▶ **TASK INSTRUCTIONS**
Which lines of the data hold the word "service"? Copy all of them.

===============

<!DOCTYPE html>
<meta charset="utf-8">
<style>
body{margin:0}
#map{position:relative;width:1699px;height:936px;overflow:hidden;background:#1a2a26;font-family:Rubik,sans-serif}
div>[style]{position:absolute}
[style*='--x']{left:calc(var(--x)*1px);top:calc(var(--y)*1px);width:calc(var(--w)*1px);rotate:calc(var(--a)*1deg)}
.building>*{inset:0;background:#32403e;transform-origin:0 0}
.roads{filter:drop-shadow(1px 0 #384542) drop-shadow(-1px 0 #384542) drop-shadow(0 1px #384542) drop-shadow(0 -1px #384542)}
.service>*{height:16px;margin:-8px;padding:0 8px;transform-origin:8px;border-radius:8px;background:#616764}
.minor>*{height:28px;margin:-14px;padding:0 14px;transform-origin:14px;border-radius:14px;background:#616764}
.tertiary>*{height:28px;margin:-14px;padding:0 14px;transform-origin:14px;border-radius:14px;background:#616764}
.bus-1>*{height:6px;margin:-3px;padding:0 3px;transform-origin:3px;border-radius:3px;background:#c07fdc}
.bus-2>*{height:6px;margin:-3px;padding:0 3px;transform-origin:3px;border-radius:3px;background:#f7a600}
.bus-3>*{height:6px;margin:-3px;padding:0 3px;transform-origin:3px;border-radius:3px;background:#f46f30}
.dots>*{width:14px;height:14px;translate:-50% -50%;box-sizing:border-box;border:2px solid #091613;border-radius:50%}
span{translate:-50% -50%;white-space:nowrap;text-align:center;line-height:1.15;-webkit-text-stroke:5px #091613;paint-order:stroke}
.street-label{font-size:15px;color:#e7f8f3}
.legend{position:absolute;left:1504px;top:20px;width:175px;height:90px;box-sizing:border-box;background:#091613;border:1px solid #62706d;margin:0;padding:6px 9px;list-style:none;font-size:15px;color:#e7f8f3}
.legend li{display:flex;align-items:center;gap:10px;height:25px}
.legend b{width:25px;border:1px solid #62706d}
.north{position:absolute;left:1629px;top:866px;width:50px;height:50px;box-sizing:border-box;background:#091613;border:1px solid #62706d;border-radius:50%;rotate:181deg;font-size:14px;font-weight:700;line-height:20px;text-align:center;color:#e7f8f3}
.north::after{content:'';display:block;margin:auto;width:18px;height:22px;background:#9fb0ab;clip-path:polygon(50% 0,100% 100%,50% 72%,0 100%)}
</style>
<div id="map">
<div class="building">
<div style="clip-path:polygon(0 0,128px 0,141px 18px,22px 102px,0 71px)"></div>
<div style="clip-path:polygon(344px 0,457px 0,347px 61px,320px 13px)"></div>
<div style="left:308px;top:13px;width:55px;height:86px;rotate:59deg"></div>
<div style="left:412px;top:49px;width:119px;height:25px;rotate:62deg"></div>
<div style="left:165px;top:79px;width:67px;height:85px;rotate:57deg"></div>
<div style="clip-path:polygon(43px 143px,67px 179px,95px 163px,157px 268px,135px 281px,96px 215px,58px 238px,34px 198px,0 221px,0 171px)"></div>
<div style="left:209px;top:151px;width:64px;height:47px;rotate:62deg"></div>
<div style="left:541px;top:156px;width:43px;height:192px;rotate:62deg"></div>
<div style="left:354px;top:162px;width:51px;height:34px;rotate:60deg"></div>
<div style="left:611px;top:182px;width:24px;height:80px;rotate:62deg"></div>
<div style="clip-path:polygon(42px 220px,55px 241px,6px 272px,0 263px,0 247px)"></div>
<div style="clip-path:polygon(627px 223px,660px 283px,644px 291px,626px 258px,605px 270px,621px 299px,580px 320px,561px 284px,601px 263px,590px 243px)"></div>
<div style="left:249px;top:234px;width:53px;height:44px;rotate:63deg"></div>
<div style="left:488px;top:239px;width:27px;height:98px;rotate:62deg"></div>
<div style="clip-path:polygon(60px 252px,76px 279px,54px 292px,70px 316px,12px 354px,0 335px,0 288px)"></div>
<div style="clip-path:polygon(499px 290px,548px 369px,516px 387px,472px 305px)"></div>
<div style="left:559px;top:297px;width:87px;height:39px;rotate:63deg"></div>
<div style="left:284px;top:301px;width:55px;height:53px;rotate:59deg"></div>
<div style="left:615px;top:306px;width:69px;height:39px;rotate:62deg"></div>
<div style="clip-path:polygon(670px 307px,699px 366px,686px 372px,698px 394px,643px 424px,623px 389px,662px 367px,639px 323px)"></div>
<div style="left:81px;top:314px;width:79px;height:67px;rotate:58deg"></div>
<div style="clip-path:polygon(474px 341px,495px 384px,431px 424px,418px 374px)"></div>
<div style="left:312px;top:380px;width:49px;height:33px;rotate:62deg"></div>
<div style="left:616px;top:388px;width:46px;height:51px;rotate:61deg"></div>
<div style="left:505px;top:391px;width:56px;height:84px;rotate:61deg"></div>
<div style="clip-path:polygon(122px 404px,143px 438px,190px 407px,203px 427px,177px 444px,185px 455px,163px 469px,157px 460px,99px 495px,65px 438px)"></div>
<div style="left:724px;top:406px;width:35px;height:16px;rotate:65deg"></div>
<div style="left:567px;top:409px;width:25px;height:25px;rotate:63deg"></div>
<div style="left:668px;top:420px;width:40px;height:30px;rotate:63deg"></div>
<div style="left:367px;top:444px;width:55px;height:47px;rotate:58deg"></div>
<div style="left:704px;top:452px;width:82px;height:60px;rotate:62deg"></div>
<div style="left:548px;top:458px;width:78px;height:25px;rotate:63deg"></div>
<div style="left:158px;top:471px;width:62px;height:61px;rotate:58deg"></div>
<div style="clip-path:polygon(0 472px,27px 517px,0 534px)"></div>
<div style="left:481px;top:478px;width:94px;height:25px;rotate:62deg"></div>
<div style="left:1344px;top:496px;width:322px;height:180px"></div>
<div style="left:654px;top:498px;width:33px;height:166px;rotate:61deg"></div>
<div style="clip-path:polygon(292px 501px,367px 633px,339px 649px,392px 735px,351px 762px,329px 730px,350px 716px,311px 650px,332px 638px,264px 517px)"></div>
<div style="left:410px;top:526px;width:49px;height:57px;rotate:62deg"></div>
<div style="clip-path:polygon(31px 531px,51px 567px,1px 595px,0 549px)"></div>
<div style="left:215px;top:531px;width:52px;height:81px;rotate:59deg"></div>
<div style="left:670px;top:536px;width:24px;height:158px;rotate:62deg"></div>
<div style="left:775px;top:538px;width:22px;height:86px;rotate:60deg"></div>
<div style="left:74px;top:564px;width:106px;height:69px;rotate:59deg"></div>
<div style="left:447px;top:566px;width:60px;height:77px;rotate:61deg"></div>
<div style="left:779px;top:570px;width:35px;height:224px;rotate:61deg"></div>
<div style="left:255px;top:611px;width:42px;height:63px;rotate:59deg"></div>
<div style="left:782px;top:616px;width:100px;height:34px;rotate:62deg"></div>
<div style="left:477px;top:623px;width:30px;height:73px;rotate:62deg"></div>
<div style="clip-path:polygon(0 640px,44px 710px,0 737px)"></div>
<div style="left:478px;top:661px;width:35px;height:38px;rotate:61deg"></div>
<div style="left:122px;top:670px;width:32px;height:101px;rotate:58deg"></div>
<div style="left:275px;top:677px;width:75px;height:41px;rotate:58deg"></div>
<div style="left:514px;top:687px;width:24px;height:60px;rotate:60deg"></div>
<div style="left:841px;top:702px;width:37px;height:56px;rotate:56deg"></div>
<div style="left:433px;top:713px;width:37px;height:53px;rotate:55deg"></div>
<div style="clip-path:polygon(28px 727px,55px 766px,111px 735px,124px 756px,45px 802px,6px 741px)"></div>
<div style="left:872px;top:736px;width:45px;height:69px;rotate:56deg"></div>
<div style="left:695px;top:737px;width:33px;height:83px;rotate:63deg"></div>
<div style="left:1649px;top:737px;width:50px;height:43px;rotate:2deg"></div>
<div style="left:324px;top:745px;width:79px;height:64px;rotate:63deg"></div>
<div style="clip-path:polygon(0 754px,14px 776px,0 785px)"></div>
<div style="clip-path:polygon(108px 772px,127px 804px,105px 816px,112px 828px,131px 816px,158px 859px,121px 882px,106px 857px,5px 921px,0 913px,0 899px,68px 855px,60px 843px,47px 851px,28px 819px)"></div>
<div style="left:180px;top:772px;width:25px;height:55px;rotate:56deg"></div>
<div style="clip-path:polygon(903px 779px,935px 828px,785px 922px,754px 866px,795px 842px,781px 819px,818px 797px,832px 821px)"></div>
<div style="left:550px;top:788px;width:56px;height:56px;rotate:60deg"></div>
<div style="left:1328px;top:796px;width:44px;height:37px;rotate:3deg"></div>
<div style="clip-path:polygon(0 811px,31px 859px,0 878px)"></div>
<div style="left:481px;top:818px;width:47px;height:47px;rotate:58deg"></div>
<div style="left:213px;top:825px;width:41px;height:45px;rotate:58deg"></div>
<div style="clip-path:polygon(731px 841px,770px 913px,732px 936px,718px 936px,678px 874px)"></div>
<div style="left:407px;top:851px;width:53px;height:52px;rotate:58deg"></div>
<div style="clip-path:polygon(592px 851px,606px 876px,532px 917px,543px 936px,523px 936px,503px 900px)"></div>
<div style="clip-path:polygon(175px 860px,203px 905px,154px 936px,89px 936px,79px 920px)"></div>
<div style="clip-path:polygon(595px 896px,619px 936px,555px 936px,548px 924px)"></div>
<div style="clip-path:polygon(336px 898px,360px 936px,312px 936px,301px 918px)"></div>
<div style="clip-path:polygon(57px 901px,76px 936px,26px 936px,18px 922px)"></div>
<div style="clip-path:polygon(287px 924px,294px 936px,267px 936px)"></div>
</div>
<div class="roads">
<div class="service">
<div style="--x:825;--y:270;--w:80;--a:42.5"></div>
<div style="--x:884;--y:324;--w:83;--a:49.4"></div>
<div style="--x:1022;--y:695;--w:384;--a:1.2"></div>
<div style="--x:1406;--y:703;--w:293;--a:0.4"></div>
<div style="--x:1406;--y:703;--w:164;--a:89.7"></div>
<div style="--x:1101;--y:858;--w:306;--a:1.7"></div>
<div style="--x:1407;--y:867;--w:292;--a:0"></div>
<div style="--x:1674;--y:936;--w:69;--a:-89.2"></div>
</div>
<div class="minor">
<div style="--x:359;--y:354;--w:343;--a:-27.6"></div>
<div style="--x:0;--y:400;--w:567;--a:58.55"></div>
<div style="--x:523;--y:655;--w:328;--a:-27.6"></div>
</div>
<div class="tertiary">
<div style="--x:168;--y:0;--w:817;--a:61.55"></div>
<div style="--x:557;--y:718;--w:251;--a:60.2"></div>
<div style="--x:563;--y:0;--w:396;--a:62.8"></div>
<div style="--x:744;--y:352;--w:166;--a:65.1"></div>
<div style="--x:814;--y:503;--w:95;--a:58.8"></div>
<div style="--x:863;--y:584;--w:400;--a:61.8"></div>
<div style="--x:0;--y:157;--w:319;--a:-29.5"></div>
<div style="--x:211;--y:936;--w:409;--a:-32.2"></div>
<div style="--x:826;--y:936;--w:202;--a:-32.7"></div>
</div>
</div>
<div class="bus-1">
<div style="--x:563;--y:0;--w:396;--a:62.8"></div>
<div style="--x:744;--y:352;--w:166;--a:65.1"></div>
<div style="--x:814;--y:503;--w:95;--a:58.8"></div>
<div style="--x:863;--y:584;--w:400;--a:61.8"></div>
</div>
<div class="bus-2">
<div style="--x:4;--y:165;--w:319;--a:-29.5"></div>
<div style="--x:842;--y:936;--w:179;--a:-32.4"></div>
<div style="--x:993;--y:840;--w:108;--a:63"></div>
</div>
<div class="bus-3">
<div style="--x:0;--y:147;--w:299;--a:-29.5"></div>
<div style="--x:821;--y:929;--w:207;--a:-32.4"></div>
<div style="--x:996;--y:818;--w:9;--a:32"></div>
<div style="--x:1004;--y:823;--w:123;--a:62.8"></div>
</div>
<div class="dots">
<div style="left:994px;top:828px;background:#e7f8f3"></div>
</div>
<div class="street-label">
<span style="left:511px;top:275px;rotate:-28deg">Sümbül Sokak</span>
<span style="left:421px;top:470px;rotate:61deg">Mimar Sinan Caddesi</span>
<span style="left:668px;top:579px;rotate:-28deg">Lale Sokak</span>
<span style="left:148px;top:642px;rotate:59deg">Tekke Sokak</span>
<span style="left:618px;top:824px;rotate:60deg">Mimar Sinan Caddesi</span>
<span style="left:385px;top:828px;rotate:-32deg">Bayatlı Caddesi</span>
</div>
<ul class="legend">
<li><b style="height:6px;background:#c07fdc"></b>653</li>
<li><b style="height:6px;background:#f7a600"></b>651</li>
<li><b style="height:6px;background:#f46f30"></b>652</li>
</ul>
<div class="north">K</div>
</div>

===============

▶ **REPLY**
.service>*{height:16px;margin:-8px;padding:0 8px;transform-origin:8px;border-radius:8px;background:#616764}
<div class="service">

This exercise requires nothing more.